Hari terakhir Minggu Perencanaan kami tutup dengan meliterasi filem Perfect Days yang diharapkan bisa mengajak kakak-kakak untuk lebih memahami salah satu butir yang dituliskan sebagai proses di dalam jabaran Spirit Semi Palar.
Sisi dalam dari bintang Smipa yang memancarkan 5 Spirit yang selama ini menjadi pendorong perjalanan Rumah Belajar Semi Palar adalah tujuan dan prosesnya, masing-masing 3 ranah kesadaran : Sadar Diri, Sadar Tujuan dan Sadar Lingkungan kemudian karena tujuannya adalah kesadaran, tentu prosesnya juga perlu dilakukan dengan Berkesadaran.
Sampai di titik ini, Berkesadaran inilah yang dijadikan terjemahan dari kata Mindfulness yang banyak dibahasakan di dunia Barat. Lebih lanjut Berkesadaran inilah yang juga menjadi tema sentral dari filem Perfect Days yang kita saksikan bersama kemarin. Bahasa Jepangnya adalah Mushin - gambaran tentang bagaiman tokoh filem ini, Hirayama-san menjalani kehidupannya sebagai petugas pembersih toilet di kota metropolitan Jepang. Filem berdurasi 2 jam ini pada intinya hanya berkisah tentang keseharian Hirayama-san ini. Inilah yang menjadi luar biasa, saat begitu banyak pesan yang dititipkan di dalam berbagai setting, adegan, peristiwa dan beragam interaksi Hirayama-san dengan orang-orang di dalam kesehariannya.
Buat saya sendiri ini kali kedua menonton filem ini, yang bicara berbeda dengan saat pertama kali menyaksikan filem ini. Banyak pesan yang lebih menusuk, adegan yang lebih mengusik. Detail-detail yang lebih muncul yang disimbolisasikan melalui berbagai adegan yang ditampilkan di layar.

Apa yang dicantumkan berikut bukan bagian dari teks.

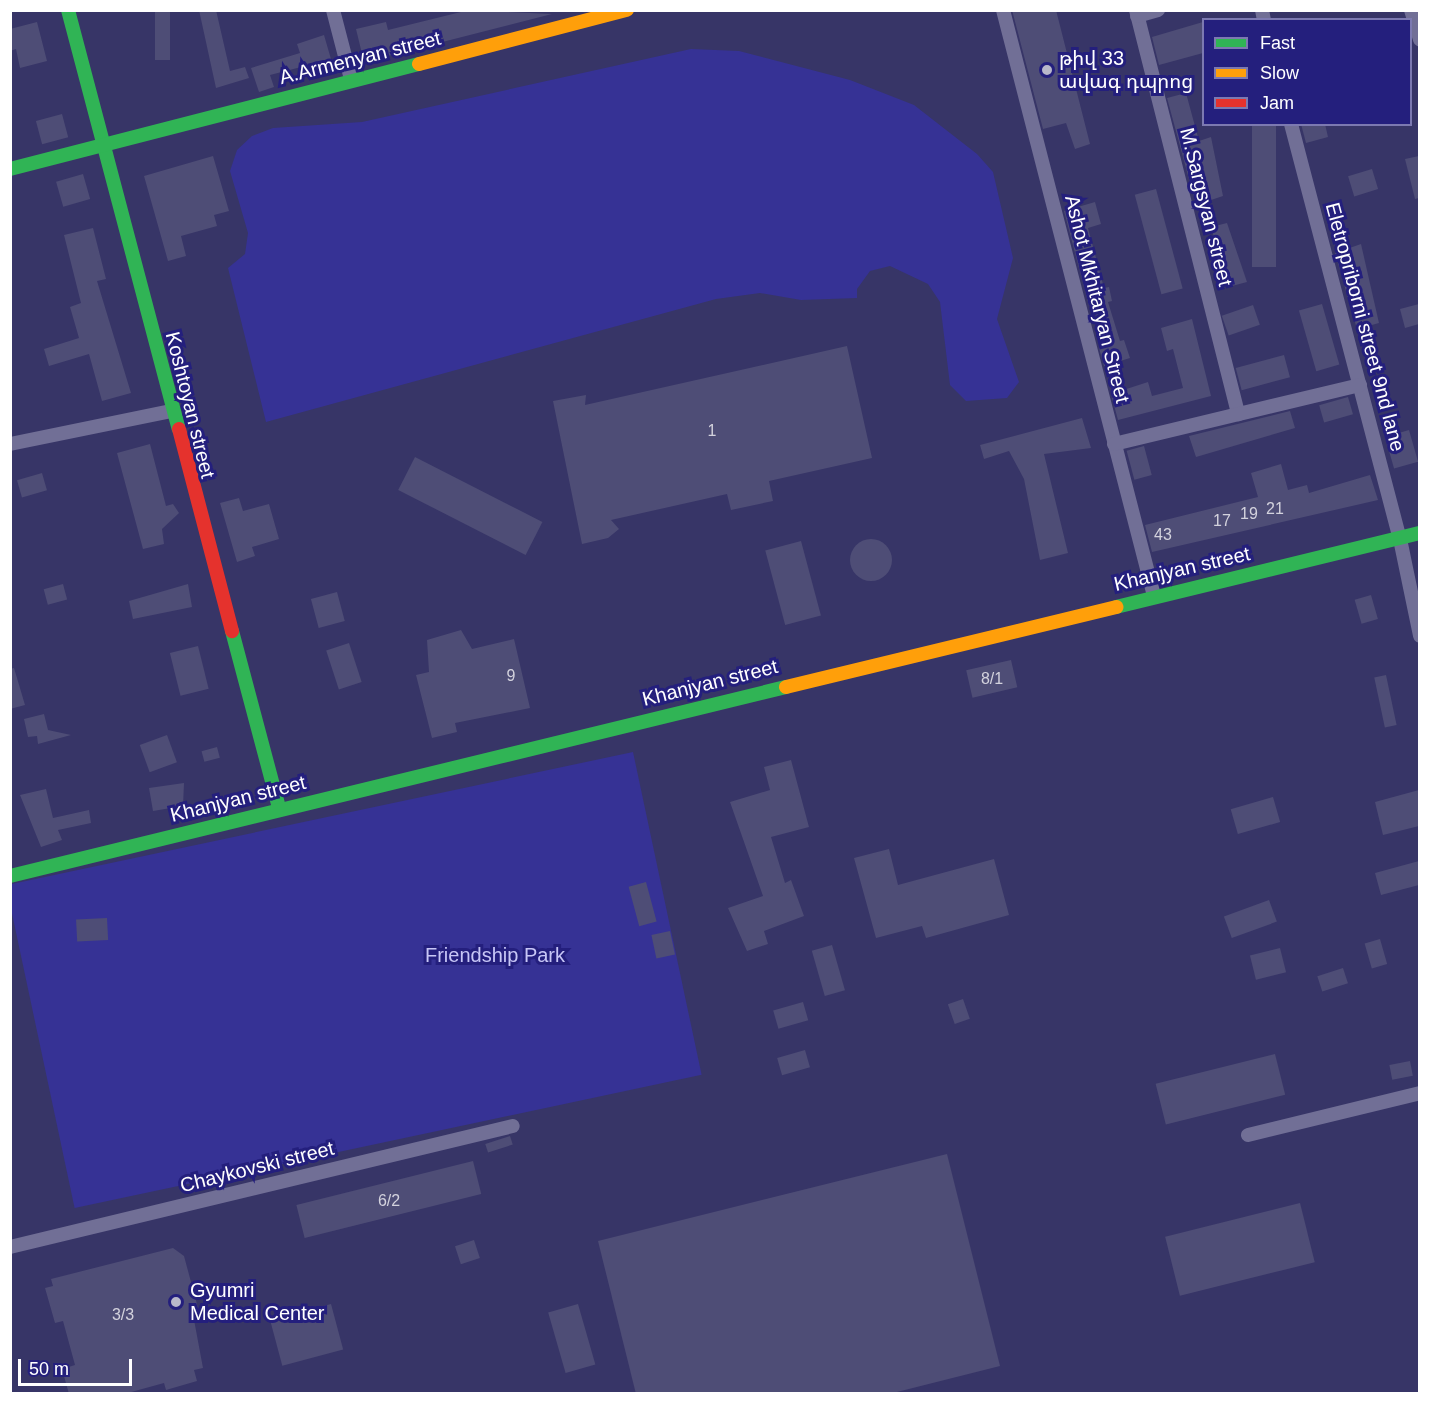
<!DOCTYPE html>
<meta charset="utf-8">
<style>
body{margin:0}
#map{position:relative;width:1430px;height:1404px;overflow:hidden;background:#373567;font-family:Arial,"Noto Sans Armenian",sans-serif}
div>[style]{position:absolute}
.green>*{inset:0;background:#363295;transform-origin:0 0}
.building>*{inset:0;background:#4e4d76;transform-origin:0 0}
.round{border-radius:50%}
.street>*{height:14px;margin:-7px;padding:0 7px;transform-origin:7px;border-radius:7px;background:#716f96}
.fast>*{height:14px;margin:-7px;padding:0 7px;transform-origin:7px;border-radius:7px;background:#30b455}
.slow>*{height:14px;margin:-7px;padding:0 7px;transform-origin:7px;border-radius:7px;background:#ff9f0a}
.jam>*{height:14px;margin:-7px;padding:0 7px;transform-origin:7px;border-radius:7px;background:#e5322d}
.dots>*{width:16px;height:16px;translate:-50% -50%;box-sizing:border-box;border:3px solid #241f7d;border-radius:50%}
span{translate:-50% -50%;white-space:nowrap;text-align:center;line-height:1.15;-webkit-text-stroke:6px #241f7d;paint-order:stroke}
.number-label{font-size:16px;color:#d3d2dd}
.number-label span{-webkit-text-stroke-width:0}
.street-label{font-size:20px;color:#fff}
.poi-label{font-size:20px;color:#fff}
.left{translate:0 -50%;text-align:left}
.park-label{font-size:20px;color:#c7c6f6}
.frame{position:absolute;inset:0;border:12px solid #fff;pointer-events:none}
.legend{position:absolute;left:1202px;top:18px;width:210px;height:108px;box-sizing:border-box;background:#241f7d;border:2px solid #7c79b1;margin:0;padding:8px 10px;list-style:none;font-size:18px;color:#fff}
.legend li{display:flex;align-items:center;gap:12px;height:30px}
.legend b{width:30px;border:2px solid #7c79b1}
.scale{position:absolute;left:18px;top:1359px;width:114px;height:27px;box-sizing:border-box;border:3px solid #fff;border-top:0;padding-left:8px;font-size:18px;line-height:21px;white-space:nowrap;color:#fff;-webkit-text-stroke:4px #241f7d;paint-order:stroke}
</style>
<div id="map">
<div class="green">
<div style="clip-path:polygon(691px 49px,739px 51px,850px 80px,914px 105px,977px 154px,993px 172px,1013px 258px,997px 319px,1019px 382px,1007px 398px,966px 401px,950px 385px,940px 302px,928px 284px,890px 266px,870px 271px,857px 289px,857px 298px,801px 300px,760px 293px,716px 299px,266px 422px,228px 268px,245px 254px,248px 233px,230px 171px,237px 150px,252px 136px,273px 128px,362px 122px)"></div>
<div style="left:633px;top:752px;width:330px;height:641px;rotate:78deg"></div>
</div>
<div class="building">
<div style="left:155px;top:10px;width:15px;height:50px"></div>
<div style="clip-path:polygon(199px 10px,216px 10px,230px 71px,245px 67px,249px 78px,216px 88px)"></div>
<div style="clip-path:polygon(469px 10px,552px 14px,364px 62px,356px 29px,386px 22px,388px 30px)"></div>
<div style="clip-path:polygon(1012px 10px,1056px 10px,1090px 144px,1075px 149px,1066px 123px,1043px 129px)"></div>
<div style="clip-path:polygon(37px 22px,47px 61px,20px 68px,16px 49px,10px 51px,10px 29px)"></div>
<div style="clip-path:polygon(1203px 22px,1203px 53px,1159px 65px,1152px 37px)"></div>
<div style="clip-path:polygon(324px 35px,333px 66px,307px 74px,305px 66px,270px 75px,274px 87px,259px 92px,251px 68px,300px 53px,297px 44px)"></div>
<div style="clip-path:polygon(1186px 93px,1199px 141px,1211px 137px,1223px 196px,1196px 205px,1167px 98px)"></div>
<div style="left:62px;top:114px;width:24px;height:27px;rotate:75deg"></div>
<div style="left:1252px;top:124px;width:24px;height:143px"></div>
<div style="clip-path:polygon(1301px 124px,1325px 124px,1328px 137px,1306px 143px)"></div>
<div style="clip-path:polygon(213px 156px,229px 211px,214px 215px,217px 226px,181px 236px,186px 256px,168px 261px,144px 176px)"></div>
<div style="clip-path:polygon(1419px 156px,1419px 198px,1415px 199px,1405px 159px)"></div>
<div style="left:1372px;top:169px;width:21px;height:25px;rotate:73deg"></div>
<div style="left:83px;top:174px;width:26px;height:28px;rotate:74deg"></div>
<div style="left:1156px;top:189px;width:103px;height:22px;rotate:75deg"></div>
<div style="clip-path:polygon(1095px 202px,1101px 224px,1088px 228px,1104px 288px,1109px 287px,1112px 301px,1108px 302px,1120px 341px,1124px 340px,1130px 358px,1104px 366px,1099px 348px,1106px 346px,1093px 305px,1089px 306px,1064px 211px)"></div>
<div style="clip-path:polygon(1227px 223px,1247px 282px,1228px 287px,1211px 227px)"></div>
<div style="clip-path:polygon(93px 228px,106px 279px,97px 281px,131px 393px,102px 401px,89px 354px,49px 366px,44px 349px,79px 338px,70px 307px,81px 303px,64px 235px)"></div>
<div style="clip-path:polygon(1361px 244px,1379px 323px,1357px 329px,1335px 253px)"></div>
<div style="left:1322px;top:304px;width:63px;height:24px;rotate:74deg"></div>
<div style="clip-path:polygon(1419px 304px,1419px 324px,1405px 328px,1400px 309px)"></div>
<div style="left:1253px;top:305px;width:21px;height:33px;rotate:71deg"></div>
<div style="clip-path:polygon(1192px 319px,1211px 396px,1118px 420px,1111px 394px,1148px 382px,1152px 396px,1183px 388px,1173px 349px,1167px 351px,1161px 328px)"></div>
<div style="clip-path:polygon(847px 346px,872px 458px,769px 481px,773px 501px,731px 510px,727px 494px,611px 520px,619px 529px,608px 538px,582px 544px,553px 401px,586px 395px,585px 405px)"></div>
<div style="left:1284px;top:355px;width:23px;height:50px;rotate:75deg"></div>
<div style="left:1348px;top:397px;width:18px;height:30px;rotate:74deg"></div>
<div style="clip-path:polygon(1290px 411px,1295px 428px,1196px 457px,1189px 436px)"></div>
<div style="clip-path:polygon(1082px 418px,1091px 448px,1044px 454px,1068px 553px,1040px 560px,1024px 479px,1009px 451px,984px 459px,980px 445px)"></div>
<div style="left:1409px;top:430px;width:33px;height:25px;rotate:74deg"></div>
<div style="clip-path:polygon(150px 444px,166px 506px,173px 504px,179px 513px,162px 529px,164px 544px,143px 549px,117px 453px)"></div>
<div style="left:1144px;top:446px;width:30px;height:18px;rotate:75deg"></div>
<div style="left:415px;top:457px;width:143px;height:37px;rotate:27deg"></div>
<div style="clip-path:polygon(1281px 464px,1288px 490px,1307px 485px,1309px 493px,1370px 475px,1378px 500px,1152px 552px,1145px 525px,1258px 497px,1251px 473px)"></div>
<div style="left:42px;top:473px;width:18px;height:26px;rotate:74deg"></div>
<div style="clip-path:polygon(239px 498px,243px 511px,269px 504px,279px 539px,252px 547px,255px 556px,237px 562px,220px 503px)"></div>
<div class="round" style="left:850px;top:539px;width:42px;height:42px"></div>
<div style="left:801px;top:541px;width:77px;height:37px;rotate:75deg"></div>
<div style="left:63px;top:584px;width:16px;height:20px;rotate:75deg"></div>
<div style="clip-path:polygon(188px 584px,192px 607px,133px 619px,129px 601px)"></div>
<div style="left:337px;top:592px;width:30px;height:27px;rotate:75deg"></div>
<div style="left:1371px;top:595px;width:25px;height:17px;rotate:74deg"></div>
<div style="clip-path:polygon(461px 630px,472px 649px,514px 639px,530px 708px,455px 723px,457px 732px,432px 738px,416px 675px,429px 672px,427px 640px)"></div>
<div style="left:349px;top:643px;width:41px;height:24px;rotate:72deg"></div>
<div style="left:198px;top:646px;width:44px;height:29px;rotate:76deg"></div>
<div style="left:1011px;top:660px;width:28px;height:46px;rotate:77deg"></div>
<div style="clip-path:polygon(14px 668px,25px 705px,10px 709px,10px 669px)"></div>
<div style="left:1386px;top:675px;width:51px;height:12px;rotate:78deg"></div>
<div style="clip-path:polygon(44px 714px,48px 730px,71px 735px,38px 744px,37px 736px,28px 737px,24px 719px)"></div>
<div style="left:167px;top:735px;width:29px;height:29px;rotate:70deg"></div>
<div style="left:217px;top:747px;width:11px;height:16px;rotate:75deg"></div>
<div style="clip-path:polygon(791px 760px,809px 827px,771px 837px,785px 883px,791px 880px,804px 916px,764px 931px,768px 944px,747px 951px,728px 908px,763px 896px,730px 802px,770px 790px,764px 767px)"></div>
<div style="clip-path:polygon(184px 783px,183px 806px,153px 811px,149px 788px)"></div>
<div style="clip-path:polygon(46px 789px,53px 818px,89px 810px,91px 823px,58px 830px,62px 840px,41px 847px,20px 795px)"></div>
<div style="clip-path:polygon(1419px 790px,1419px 826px,1383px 835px,1375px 802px)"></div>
<div style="left:1273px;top:797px;width:26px;height:44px;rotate:74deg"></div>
<div style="clip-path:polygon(889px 849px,898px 885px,994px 859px,1009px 915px,926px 938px,922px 926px,876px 938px,854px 858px)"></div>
<div style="clip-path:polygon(1419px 861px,1419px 885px,1381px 895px,1375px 873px)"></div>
<div style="left:646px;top:882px;width:41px;height:18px;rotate:75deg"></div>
<div style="left:1269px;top:900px;width:23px;height:48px;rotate:70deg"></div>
<div style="left:107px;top:918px;width:22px;height:31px;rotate:87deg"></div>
<div style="left:670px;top:931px;width:24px;height:19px;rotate:78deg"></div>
<div style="left:1380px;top:939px;width:26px;height:16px;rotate:74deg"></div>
<div style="left:832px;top:945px;width:47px;height:21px;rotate:74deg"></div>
<div style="left:1280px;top:948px;width:25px;height:31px;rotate:76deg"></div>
<div style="left:1343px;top:968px;width:16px;height:27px;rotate:72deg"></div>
<div style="left:963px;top:999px;width:21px;height:16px;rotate:71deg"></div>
<div style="left:803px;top:1002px;width:19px;height:31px;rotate:74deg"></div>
<div style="left:805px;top:1050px;width:18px;height:29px;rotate:74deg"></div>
<div style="left:1275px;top:1054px;width:42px;height:123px;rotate:76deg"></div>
<div style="left:1410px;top:1061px;width:15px;height:21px;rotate:79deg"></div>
<div style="left:510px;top:1136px;width:9px;height:26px;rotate:72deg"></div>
<div style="clip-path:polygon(947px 1154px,1000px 1366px,889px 1394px,636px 1394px,598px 1241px)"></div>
<div style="left:473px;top:1161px;width:34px;height:182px;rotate:76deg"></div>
<div style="left:1300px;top:1203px;width:61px;height:139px;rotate:76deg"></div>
<div style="left:474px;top:1240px;width:19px;height:20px;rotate:72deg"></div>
<div style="clip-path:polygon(173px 1248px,184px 1256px,198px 1308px,192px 1309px,203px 1368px,194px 1370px,197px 1381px,166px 1390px,164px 1383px,124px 1394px,69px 1394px,62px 1369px,75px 1365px,63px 1321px,55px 1323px,45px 1288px,53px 1286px,51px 1279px)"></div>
<div style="left:331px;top:1304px;width:47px;height:63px;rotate:75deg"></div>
<div style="left:578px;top:1304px;width:63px;height:31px;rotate:74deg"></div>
</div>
<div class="street">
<div style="left:333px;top:10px;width:71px;rotate:75.4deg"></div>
<div style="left:1003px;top:10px;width:605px;rotate:75.55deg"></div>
<div style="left:1136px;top:10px;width:417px;rotate:75.8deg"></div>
<div style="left:1262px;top:10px;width:10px;rotate:79deg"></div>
<div style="left:1411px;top:10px;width:31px;rotate:73deg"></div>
<div style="left:1137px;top:16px;width:22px;rotate:-16deg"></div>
<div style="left:1291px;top:124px;width:429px;rotate:75.3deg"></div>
<div style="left:1400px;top:539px;width:99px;rotate:78.3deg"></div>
<div style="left:10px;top:444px;width:164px;rotate:-11.6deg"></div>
<div style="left:1114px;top:444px;width:253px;rotate:-13.5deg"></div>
<div style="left:1248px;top:1135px;width:177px;rotate:-13.7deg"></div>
<div style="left:10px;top:1247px;width:517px;rotate:-13.53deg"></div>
</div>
<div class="fast">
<div style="left:68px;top:10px;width:433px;rotate:75.2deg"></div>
<div style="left:10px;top:169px;width:422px;rotate:-14.4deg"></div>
<div style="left:1116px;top:607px;width:313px;rotate:-13.7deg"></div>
<div style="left:232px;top:631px;width:183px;rotate:75.1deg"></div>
<div style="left:10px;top:876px;width:799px;rotate:-13.69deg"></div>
</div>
<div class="slow">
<div style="left:419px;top:64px;width:215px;rotate:-14.6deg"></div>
<div style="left:786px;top:687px;width:340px;rotate:-13.6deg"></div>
</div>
<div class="jam">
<div style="left:179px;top:429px;width:209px;rotate:75.3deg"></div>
</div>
<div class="dots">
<div style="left:1047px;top:70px;background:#b9b8ca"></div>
<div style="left:176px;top:1302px;background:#b9b8ca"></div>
</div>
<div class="number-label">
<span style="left:712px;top:431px">1</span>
<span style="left:1275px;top:509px">21</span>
<span style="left:1249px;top:514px">19</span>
<span style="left:1222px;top:521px">17</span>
<span style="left:1163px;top:535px">43</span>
<span style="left:511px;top:676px">9</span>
<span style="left:992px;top:679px">8/1</span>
<span style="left:389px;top:1201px">6/2</span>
<span style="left:123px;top:1315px">3/3</span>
</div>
<div class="street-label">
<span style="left:360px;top:58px;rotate:-14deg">A.Armenyan street</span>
<span style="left:1206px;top:207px;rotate:76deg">M.Sargsyan street</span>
<span style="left:1097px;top:299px;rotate:76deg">Ashot Mkhitaryan Street</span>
<span style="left:1365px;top:327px;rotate:75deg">Eletropriborni street 9nd lane</span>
<span style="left:190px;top:405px;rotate:76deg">Koshtoyan street</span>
<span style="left:1182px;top:569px;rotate:-13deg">Khanjyan street</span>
<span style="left:710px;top:683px;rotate:-14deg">Khanjyan street</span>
<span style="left:238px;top:799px;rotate:-14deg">Khanjyan street</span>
<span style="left:257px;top:1167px;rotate:-14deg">Chaykovski street</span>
</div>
<div class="poi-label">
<span class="left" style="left:1059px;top:70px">թիվ 33<br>ավագ դպրոց</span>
<span class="left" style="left:190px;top:1302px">Gyumri<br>Medical Center</span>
</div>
<div class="park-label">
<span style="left:495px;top:955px">Friendship Park</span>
</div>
<div class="frame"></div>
<ul class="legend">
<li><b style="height:8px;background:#30b455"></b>Fast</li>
<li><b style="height:8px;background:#ff9f0a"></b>Slow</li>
<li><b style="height:8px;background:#e5322d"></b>Jam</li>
</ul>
<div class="scale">50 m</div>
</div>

Saya juga mengikuti berbagai ulasan filem ini yang dilakukan oleh banyak orang dari berbagai penjuru dunia. Sesederhana format layar 4:3 yang dipilih untuk menampilkan keseluruhan adegan filem ini. Format ini sedikit banyak juga membawa pesan kepada para penontonnya. Luar biasa. Konon katanya, saat mengambil gambar, produsen filem minta penerangan dikurangi karena Tokyo yang sudah sangat benderang dengan penerangan di berbagai sudut kotanya. Ini untuk mendapatkan kesan yang dicari - yang ikut berbicara kepada para penontonnya. Bagi saya filem ini luar biasa. Bukan saja dari pesan dan makna yang dibawakannya, tapi juga dari sudut sinematografinya. Keren banget. Belum lagi soundtrack filem yang dipilih dan bagaimana lagu-lagu yang ada dirangkaikan ke dalam keseluruhan adegan filem.
Setelah merefleksikan filem ini - yang pemutarannya dibagi dalam dua segmen, saya mengajak kakak-kakak untuk merefleksikan diri terhadap sosok Hirayama-san. Bicara apa sosok sederhana ini bagi kakak sebagai pribadi, dan lebih lanjut sebagai kakak fasilitator di Rumah Belajar Semi Palar. Filem Perfect Days ini adalah gambaran sempurna tentang Merayakan Kehidupan - apapun yang terjadi. Semuanya direngkuh secara utuh, diterima dan disyukuri. Adegan penutup Perfect Days - yang hanya menyoroti ekspresi wajah Hirayama-san mengemudi mobil kecilnya ke tempat kerja, diiringi lagu Perfect Days jadi penutup yang luar biasa keren. Sederhana, bersahaja, tapi sangat-sangat bermakna. Salam.